Raw data:
- Opening Delimiter -

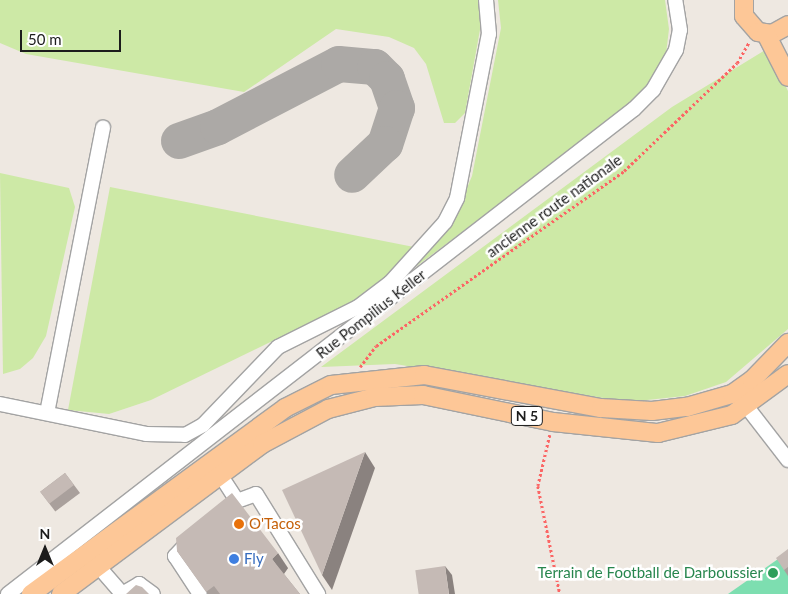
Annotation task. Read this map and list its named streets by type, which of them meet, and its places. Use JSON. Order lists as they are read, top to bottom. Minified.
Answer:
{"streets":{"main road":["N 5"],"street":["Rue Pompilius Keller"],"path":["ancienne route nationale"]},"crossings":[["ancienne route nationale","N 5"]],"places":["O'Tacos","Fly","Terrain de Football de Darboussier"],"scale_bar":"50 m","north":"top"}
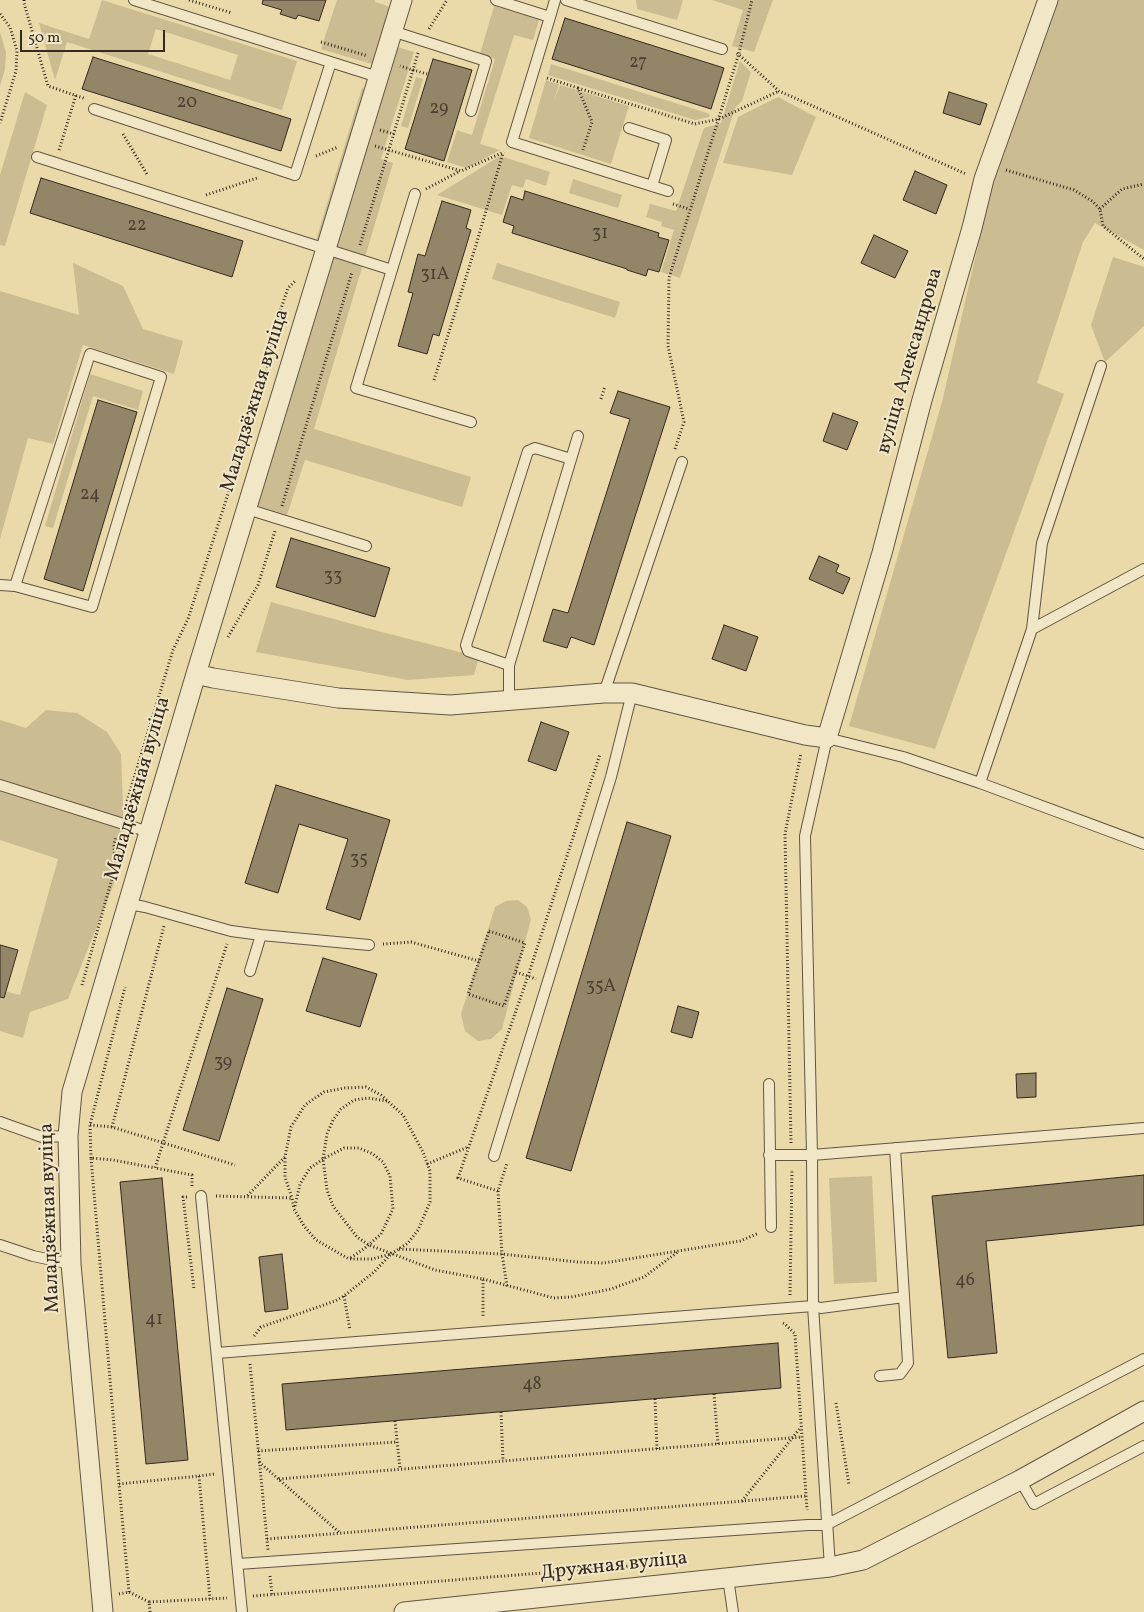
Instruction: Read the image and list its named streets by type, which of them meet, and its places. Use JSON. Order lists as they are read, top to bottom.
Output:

- Closing Delimiter -

What you are asked to do: Make a copy of each line in the records that has the word "they".

Response for this exercise:
Annotation task. Read this map and list its named streets by type, which of them meet, and its places. Use JSON. Order lists as they are read, top to bottom. Minified.
Instruction: Read the image and list its named streets by type, which of them meet, and its places. Use JSON. Order lists as they are read, top to bottom.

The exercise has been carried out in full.